Supplied records
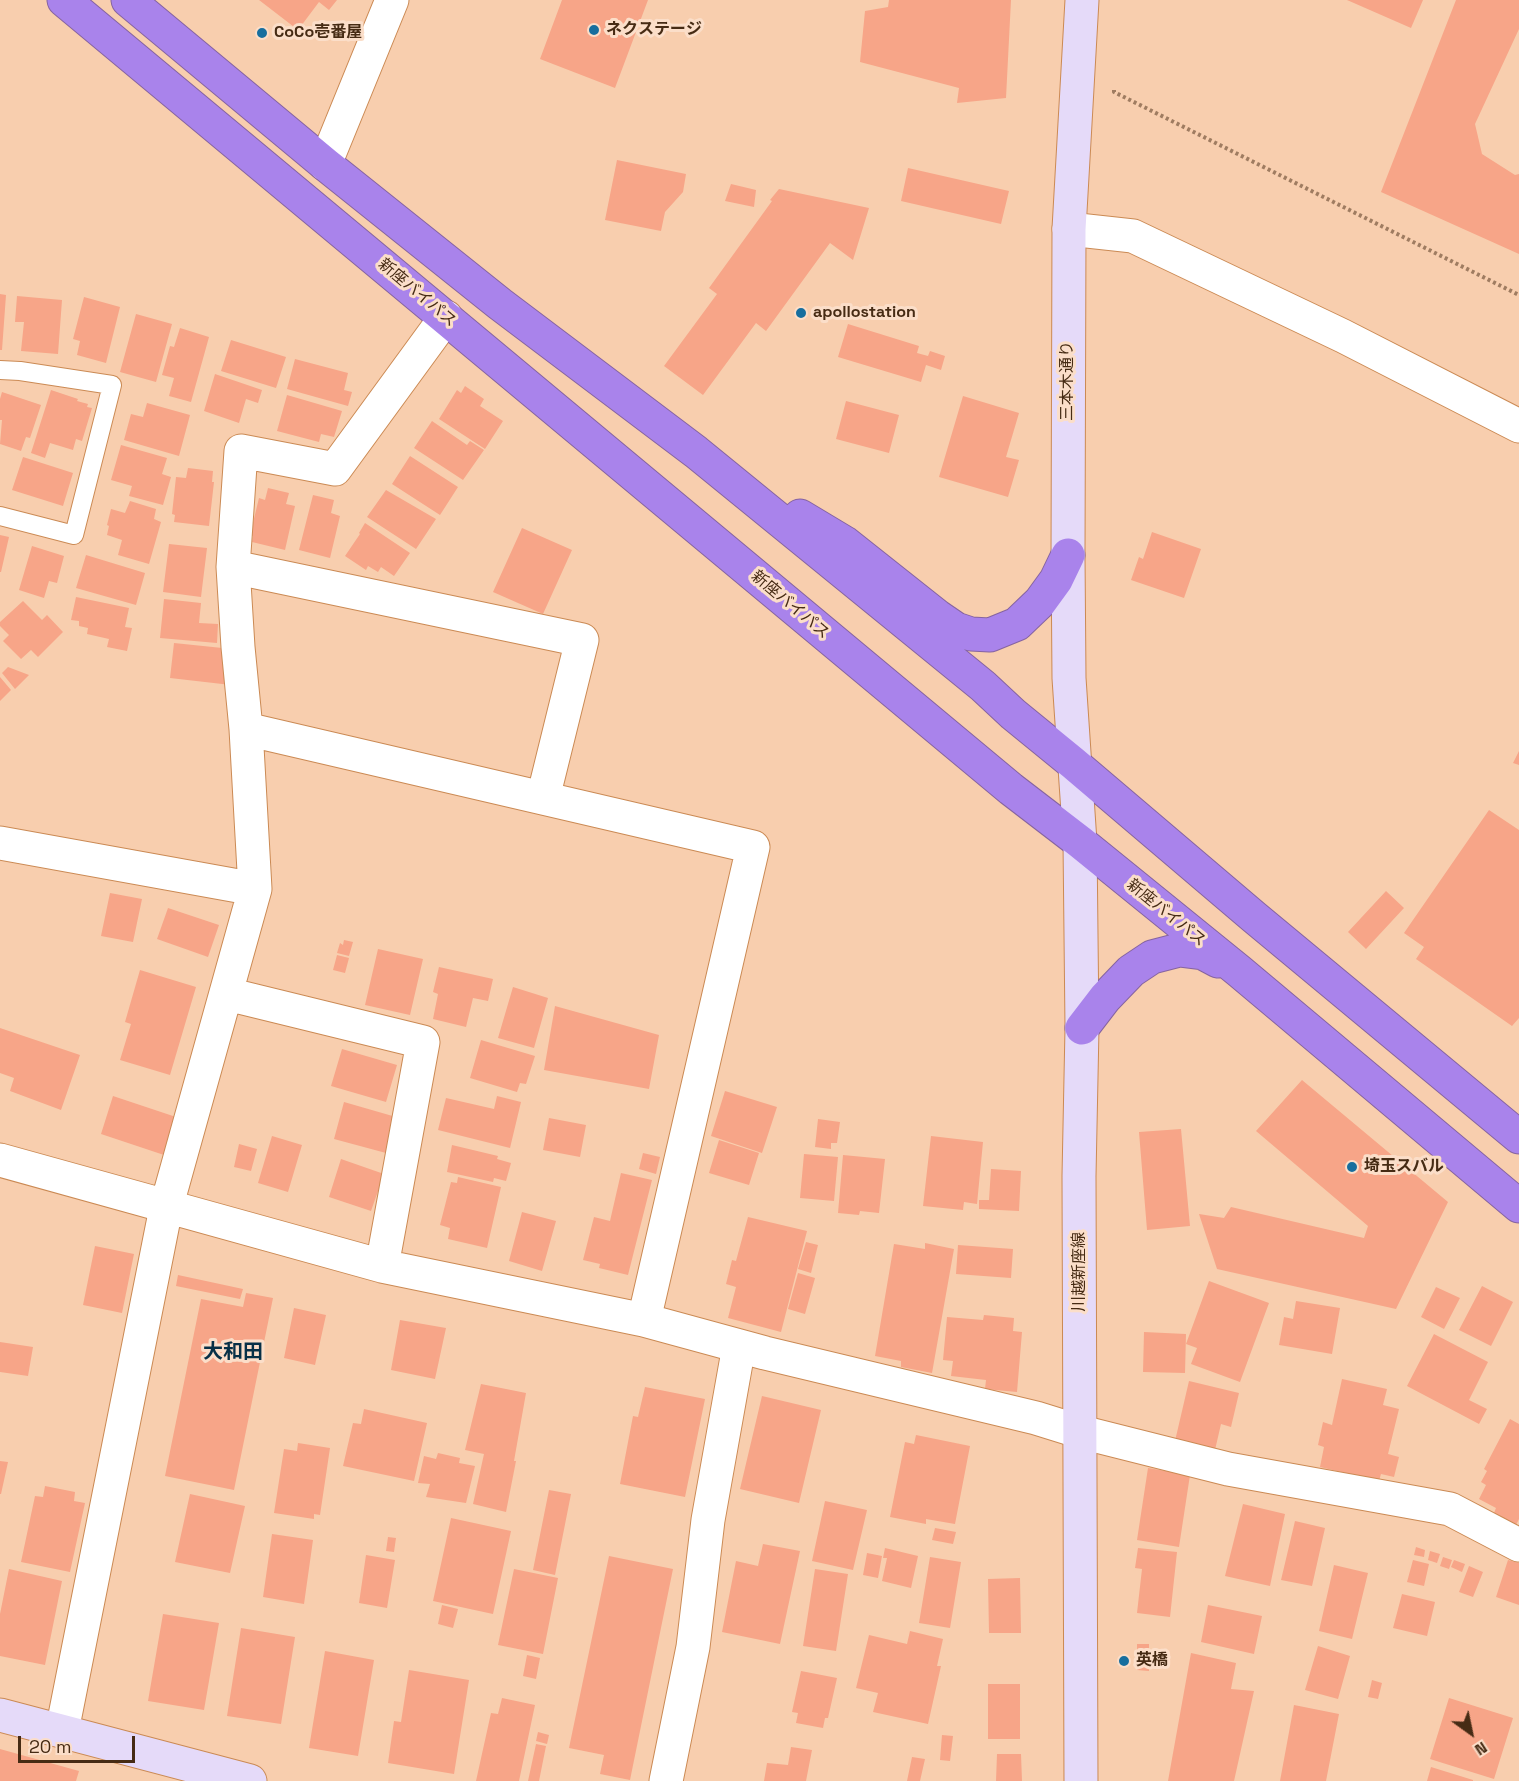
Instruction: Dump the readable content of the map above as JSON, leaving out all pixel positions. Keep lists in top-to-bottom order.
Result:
{
  "streets": {
    "highway": ["新座バイパス"],
    "main road": ["三本木通り", "川越新座線"]
  },
  "crossings": [
    ["新座バイパス", "川越新座線"],
    ["三本木通り", "川越新座線"]
  ],
  "districts": ["大和田"],
  "places": [
    "ネクステージ",
    "CoCo壱番屋",
    "apollostation",
    "埼玉スバル",
    "英橋"
  ],
  "scale_bar": "20 m",
  "north": "bottom right"
}
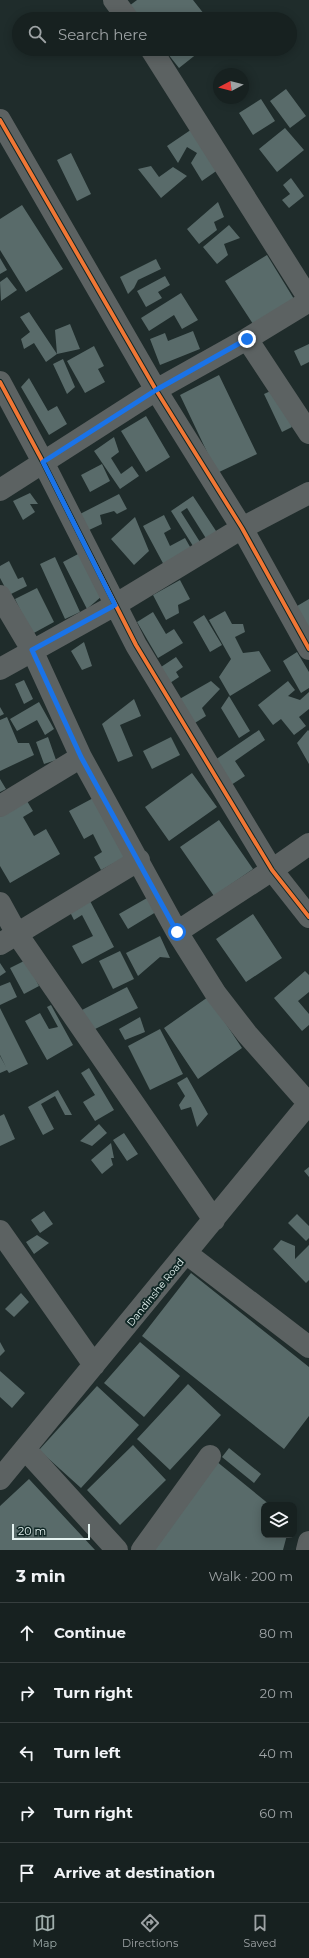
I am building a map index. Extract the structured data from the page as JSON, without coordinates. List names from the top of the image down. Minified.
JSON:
{"streets":{"street":["Dandinshe Road"]},"scale_bar":"20 m","north":"left","page":{"search":"Search here","scale":"20 m","heading":["3 min","Walk · 200 m"],"list":[["Continue","80 m"],["Turn right","20 m"],["Turn left","40 m"],["Turn right","60 m"],"Arrive at destination"],"nav":["Map","Directions","Saved"]}}
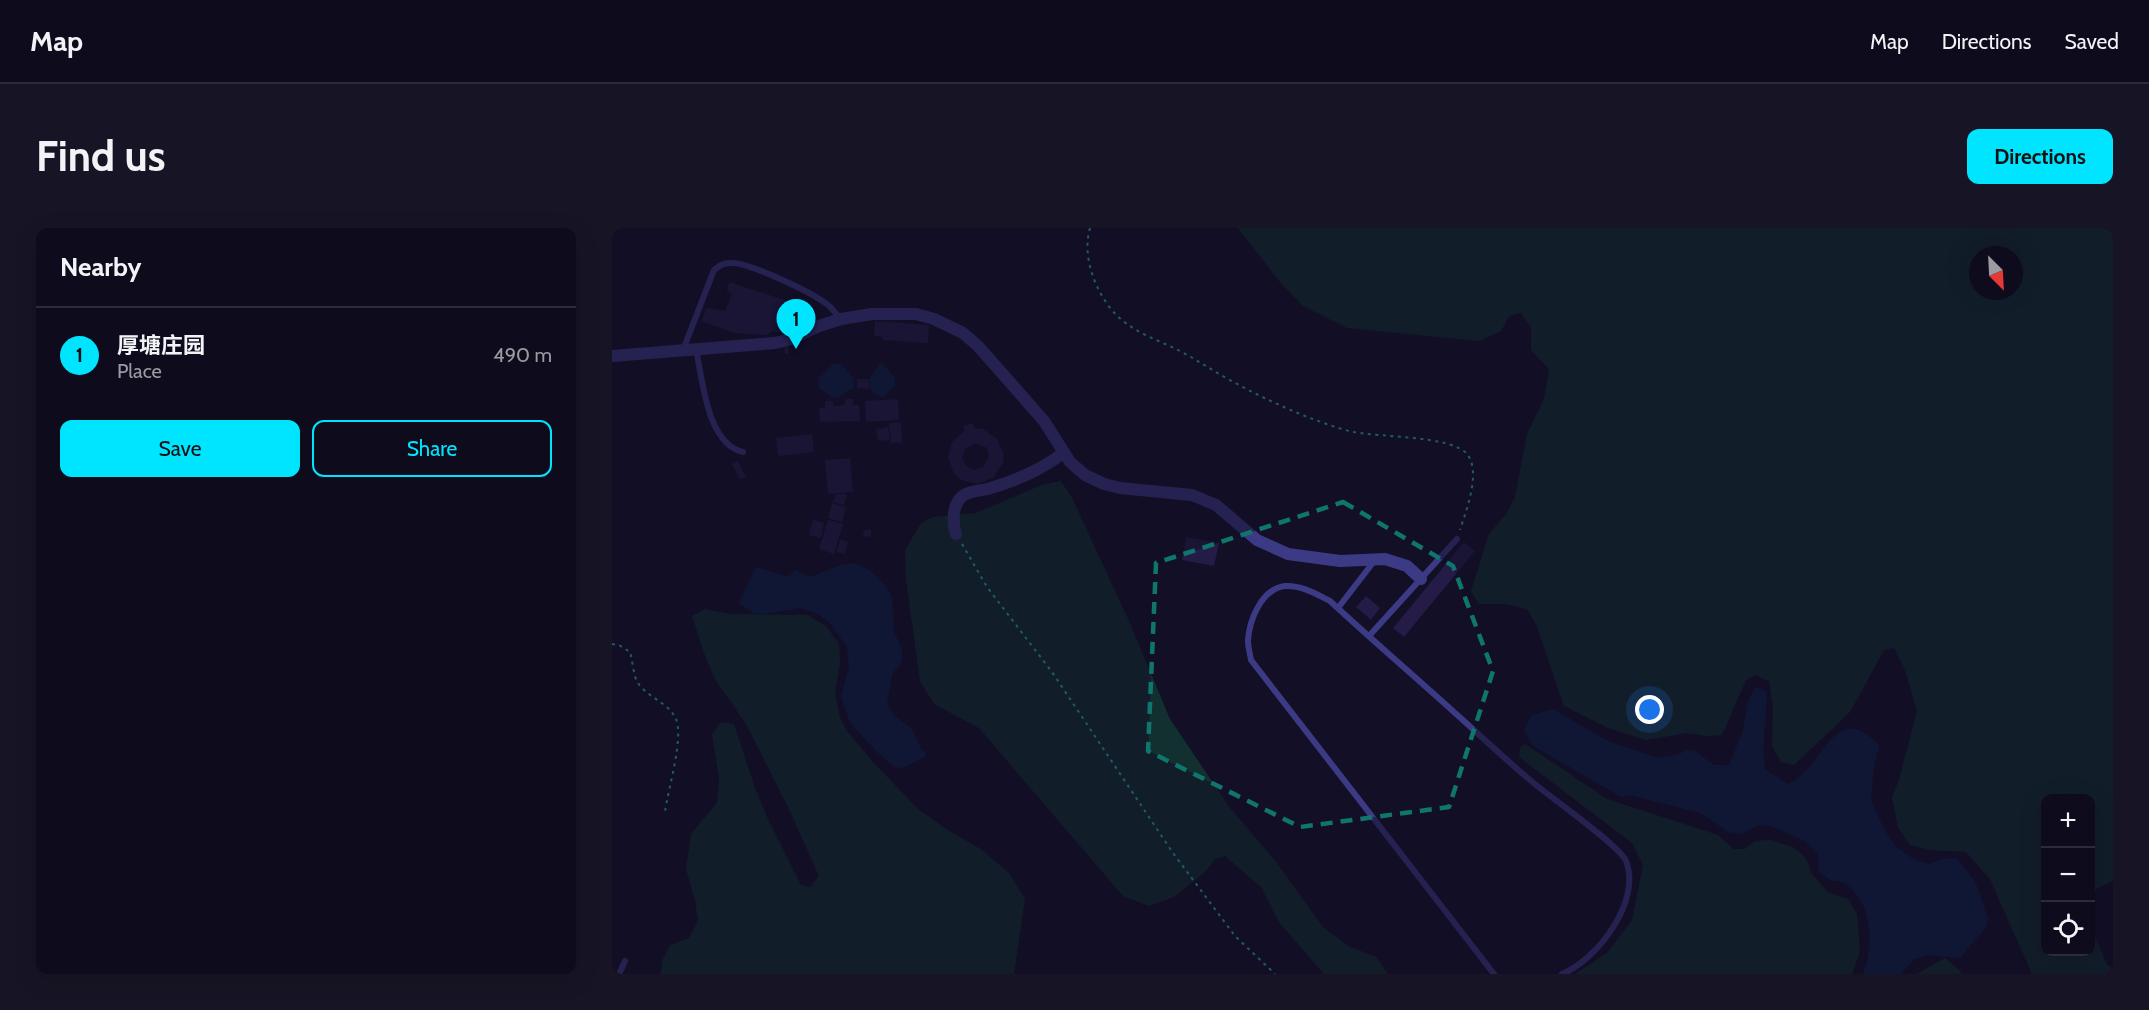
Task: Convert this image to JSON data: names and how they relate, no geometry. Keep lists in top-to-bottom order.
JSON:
{
  "north": "bottom right",
  "page": {
    "header": "Map",
    "nav": ["Map", "Directions", "Saved"],
    "buttons": [
      "Directions",
      ["Save", "Share"]
    ],
    "title": "Find us",
    "heading": "Nearby",
    "pins": "1",
    "list": [
      {
        "mark": "1",
        "name": "厚塘庄园",
        "note": "Place",
        "value": "490 m"
      }
    ],
    "map_buttons": ["+", "−"]
  }
}
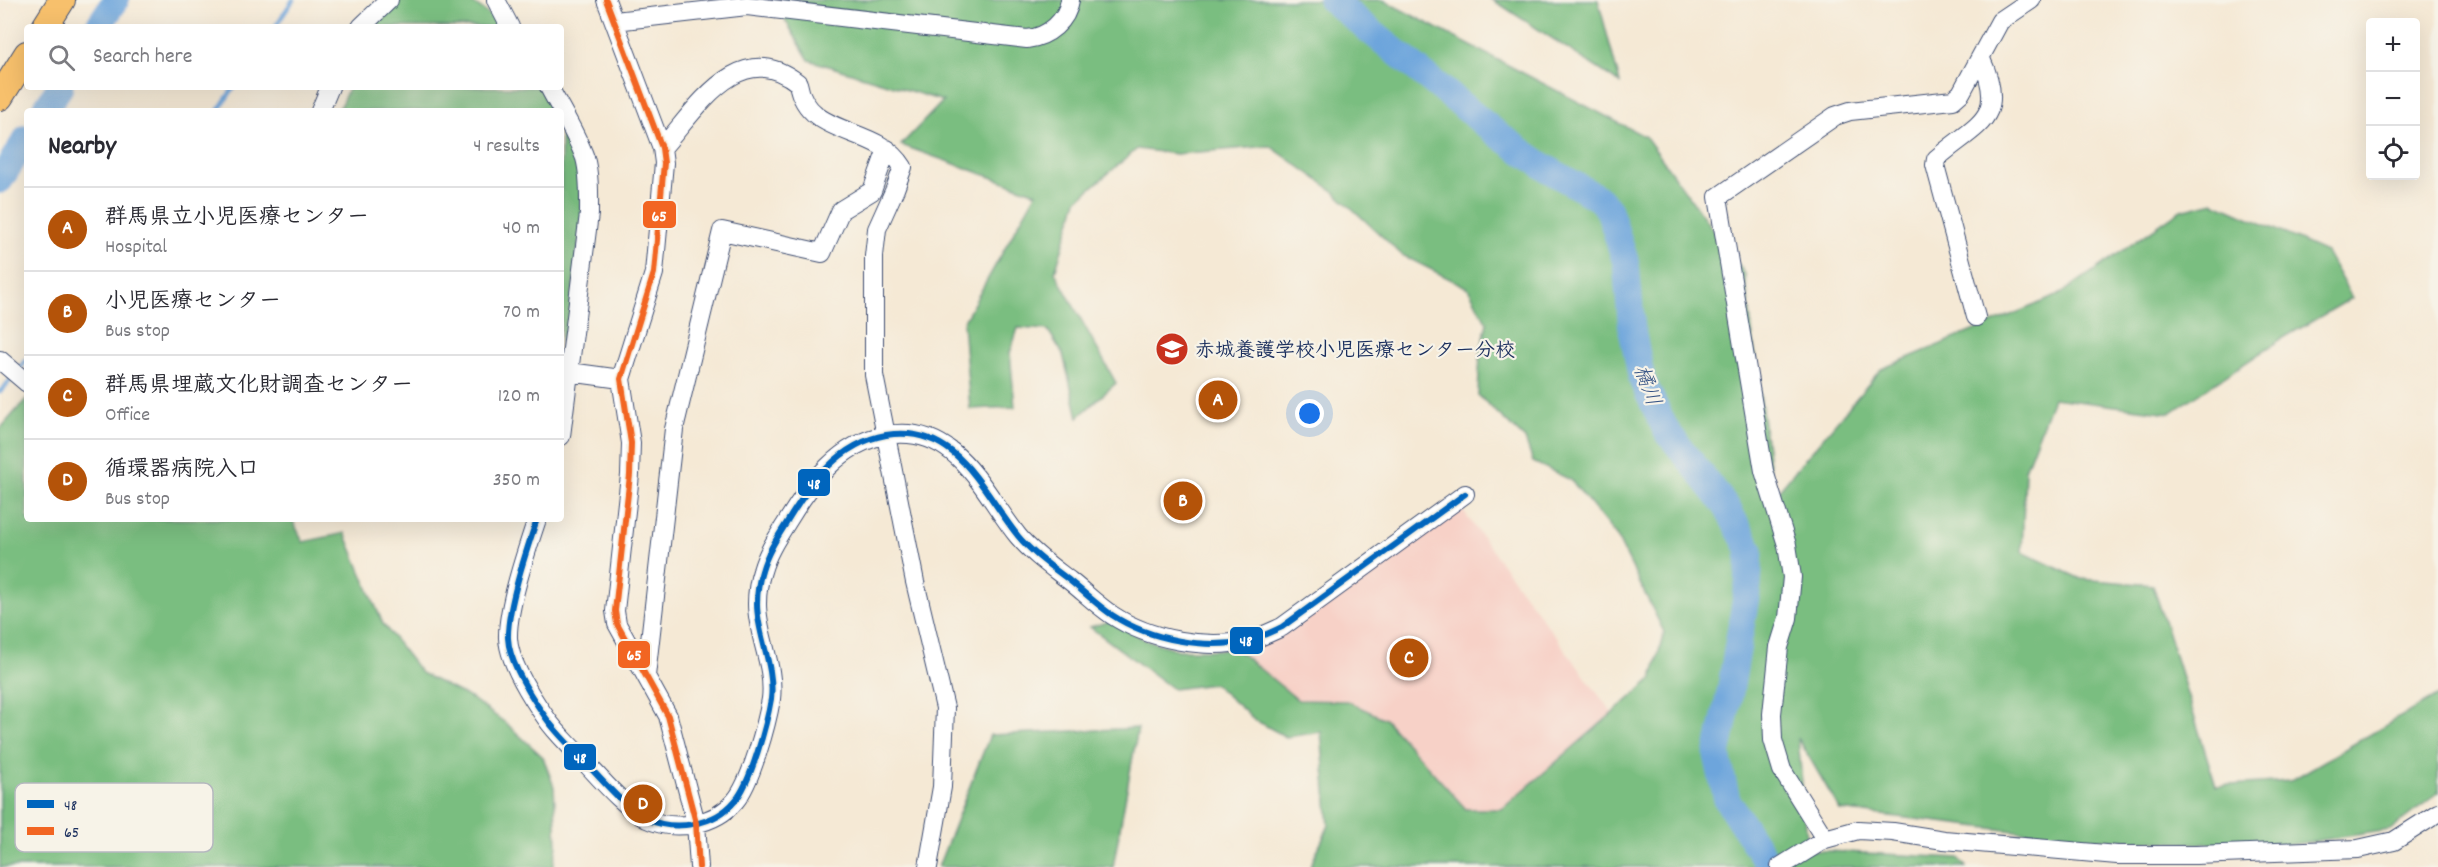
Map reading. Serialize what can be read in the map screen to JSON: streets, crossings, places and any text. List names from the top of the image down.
{
  "water": ["橘川"],
  "places": {
    "school or university": ["赤城養護学校小児医療センター分校"]
  },
  "lines": ["transit line 65", "transit line 48"],
  "legend": ["48", "65"],
  "page": {
    "map_buttons": ["+", "−"],
    "search": "Search here",
    "heading": ["Nearby", "4 results"],
    "list": [
      {
        "mark": "A",
        "name": "群馬県立小児医療センター",
        "note": "Hospital",
        "value": "40 m"
      },
      {
        "mark": "B",
        "name": "小児医療センター",
        "note": "Bus stop",
        "value": "70 m"
      },
      {
        "mark": "C",
        "name": "群馬県埋蔵文化財調査センター",
        "note": "Office",
        "value": "120 m"
      },
      {
        "mark": "D",
        "name": "循環器病院入口",
        "note": "Bus stop",
        "value": "350 m"
      }
    ],
    "pins": [
      "A",
      "B",
      "C",
      "D"
    ]
  }
}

Task brief
Report how many lines of the listing hold the word "order", with nothing but the number.

Answer to the problem
2